[Start of Attachment]

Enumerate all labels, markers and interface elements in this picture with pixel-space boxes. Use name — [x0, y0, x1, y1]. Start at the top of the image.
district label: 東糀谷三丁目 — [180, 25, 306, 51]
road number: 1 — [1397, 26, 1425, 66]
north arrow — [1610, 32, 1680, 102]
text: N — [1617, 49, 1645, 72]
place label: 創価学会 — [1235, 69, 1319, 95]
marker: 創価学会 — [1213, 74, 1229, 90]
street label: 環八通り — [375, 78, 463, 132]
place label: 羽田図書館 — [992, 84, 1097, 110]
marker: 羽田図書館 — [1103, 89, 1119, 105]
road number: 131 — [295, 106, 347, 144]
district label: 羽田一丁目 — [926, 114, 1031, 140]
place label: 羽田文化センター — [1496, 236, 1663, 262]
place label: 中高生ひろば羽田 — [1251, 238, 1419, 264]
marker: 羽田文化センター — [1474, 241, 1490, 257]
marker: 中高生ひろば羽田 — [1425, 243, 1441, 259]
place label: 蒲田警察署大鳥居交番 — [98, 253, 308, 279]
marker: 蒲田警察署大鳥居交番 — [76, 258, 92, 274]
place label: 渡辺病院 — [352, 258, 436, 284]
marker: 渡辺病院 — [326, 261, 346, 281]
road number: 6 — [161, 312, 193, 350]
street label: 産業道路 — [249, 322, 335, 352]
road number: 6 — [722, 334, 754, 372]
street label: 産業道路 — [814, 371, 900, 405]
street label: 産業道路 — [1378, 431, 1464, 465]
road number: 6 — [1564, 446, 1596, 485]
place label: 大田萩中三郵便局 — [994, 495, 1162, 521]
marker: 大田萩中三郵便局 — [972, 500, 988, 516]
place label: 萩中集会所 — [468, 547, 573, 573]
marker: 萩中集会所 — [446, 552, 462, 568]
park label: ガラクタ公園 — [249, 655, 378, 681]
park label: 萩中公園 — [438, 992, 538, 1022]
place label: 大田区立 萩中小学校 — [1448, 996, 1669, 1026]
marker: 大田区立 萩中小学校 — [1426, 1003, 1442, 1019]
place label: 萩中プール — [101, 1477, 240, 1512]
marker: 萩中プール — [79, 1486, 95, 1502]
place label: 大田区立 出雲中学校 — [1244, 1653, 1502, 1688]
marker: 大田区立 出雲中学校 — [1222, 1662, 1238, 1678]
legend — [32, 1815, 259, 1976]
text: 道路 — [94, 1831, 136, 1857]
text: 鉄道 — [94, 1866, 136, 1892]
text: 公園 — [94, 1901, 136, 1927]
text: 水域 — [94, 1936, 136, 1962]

[End of Attachment]

» How to complete this task:
Copy each entry exactly, with nothing added or dropped.

» Result:
Enumerate all labels, markers and interface elements in this picture with pixel-space boxes. Use name — [x0, y0, x1, y1]. Start at the top of the image.
district label: 東糀谷三丁目 — [180, 25, 306, 51]
road number: 1 — [1397, 26, 1425, 66]
north arrow — [1610, 32, 1680, 102]
text: N — [1617, 49, 1645, 72]
place label: 創価学会 — [1235, 69, 1319, 95]
marker: 創価学会 — [1213, 74, 1229, 90]
street label: 環八通り — [375, 78, 463, 132]
place label: 羽田図書館 — [992, 84, 1097, 110]
marker: 羽田図書館 — [1103, 89, 1119, 105]
road number: 131 — [295, 106, 347, 144]
district label: 羽田一丁目 — [926, 114, 1031, 140]
place label: 羽田文化センター — [1496, 236, 1663, 262]
place label: 中高生ひろば羽田 — [1251, 238, 1419, 264]
marker: 羽田文化センター — [1474, 241, 1490, 257]
marker: 中高生ひろば羽田 — [1425, 243, 1441, 259]
place label: 蒲田警察署大鳥居交番 — [98, 253, 308, 279]
marker: 蒲田警察署大鳥居交番 — [76, 258, 92, 274]
place label: 渡辺病院 — [352, 258, 436, 284]
marker: 渡辺病院 — [326, 261, 346, 281]
road number: 6 — [161, 312, 193, 350]
street label: 産業道路 — [249, 322, 335, 352]
road number: 6 — [722, 334, 754, 372]
street label: 産業道路 — [814, 371, 900, 405]
street label: 産業道路 — [1378, 431, 1464, 465]
road number: 6 — [1564, 446, 1596, 485]
place label: 大田萩中三郵便局 — [994, 495, 1162, 521]
marker: 大田萩中三郵便局 — [972, 500, 988, 516]
place label: 萩中集会所 — [468, 547, 573, 573]
marker: 萩中集会所 — [446, 552, 462, 568]
park label: ガラクタ公園 — [249, 655, 378, 681]
park label: 萩中公園 — [438, 992, 538, 1022]
place label: 大田区立 萩中小学校 — [1448, 996, 1669, 1026]
marker: 大田区立 萩中小学校 — [1426, 1003, 1442, 1019]
place label: 萩中プール — [101, 1477, 240, 1512]
marker: 萩中プール — [79, 1486, 95, 1502]
place label: 大田区立 出雲中学校 — [1244, 1653, 1502, 1688]
marker: 大田区立 出雲中学校 — [1222, 1662, 1238, 1678]
legend — [32, 1815, 259, 1976]
text: 道路 — [94, 1831, 136, 1857]
text: 鉄道 — [94, 1866, 136, 1892]
text: 公園 — [94, 1901, 136, 1927]
text: 水域 — [94, 1936, 136, 1962]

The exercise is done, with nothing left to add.